Shipping AI in regulated fintech isn't a demo problem — it's a trust, governance, and infrastructure problem. This tool evaluates whether your AI initiative is actually ready for production, using the same framework I apply as a PM at Visa's fraud data platform.
Most teams evaluate AI readiness on a single axis: "Can the model do the thing?" But at Visa, I learned that model capability is maybe 20% of the production story. The other 80% is governance, data quality, safety design, developer adoption, and organizational buy-in. Teams that skip these dimensions ship demos, not products.
These map directly to the failure modes I've seen in production AI at scale: model works but data pipeline breaks (Infrastructure), model works but violates compliance (Governance), model works but nobody trusts it (Safety), model works but engineers can't integrate it (Developer Experience), model works but stakeholders kill it (Org Readiness).

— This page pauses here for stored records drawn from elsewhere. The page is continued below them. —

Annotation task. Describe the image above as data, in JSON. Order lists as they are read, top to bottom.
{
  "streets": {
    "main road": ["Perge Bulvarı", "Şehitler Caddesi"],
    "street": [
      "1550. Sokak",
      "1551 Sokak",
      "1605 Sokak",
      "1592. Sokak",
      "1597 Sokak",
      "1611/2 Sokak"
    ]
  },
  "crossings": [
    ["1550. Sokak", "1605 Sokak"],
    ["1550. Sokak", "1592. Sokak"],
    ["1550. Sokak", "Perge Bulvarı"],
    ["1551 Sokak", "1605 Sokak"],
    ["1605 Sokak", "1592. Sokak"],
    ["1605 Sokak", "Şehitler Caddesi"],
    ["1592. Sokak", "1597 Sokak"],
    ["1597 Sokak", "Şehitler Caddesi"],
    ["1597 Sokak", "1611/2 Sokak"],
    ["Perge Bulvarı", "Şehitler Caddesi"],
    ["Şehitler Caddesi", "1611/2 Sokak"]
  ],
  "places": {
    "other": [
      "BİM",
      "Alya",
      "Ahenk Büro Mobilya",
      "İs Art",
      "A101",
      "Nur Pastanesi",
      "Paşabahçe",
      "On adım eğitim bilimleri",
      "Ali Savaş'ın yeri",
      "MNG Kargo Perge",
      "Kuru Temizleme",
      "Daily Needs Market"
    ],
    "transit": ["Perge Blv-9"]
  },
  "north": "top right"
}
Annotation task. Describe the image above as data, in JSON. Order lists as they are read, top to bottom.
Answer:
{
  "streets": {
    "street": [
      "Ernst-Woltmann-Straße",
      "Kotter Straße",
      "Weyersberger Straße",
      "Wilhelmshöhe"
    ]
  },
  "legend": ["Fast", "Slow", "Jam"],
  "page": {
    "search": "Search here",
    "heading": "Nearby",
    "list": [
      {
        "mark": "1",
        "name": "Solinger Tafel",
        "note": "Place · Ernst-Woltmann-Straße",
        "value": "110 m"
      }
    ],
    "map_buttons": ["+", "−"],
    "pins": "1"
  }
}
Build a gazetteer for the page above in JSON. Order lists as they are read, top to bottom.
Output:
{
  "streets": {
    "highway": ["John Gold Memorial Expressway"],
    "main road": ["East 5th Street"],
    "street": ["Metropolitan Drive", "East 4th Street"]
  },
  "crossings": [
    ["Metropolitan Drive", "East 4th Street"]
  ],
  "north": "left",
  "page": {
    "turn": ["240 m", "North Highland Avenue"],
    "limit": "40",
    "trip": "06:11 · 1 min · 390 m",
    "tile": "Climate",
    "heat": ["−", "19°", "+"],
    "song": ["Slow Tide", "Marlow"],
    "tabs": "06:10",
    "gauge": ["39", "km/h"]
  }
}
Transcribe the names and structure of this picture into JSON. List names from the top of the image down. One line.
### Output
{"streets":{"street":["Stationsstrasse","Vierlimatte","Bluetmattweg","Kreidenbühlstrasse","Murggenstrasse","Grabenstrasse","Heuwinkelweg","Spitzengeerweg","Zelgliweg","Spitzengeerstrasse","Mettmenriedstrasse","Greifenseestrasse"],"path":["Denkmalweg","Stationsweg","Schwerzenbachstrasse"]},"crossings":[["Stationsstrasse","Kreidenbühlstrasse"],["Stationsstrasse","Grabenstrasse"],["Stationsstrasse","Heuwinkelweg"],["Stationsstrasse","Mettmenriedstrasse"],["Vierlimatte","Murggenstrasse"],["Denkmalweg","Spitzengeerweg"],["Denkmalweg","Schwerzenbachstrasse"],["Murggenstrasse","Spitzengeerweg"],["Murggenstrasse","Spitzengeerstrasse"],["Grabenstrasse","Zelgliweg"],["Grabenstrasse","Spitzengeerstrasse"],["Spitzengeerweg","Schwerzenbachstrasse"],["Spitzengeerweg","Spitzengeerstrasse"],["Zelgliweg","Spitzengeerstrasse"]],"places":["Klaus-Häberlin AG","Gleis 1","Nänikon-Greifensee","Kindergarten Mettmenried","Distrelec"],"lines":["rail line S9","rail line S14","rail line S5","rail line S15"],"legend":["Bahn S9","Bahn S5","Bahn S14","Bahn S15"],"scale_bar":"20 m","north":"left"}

In production, this would need: company-specific calibration (a Series B startup and JPMorgan have different readiness bars), historical benchmarking against similar launches, integration with actual infrastructure telemetry, and a collaborative mode where multiple stakeholders can assess independently and compare.
I scoped this to be useful in 3 minutes, not comprehensive in 30. That's a deliberate product decision — a longer assessment would be more accurate but nobody would finish it. The scoring weights governance and safety higher than infrastructure, because in regulated fintech, a compliant 70% solution beats a non-compliant 95% solution every time.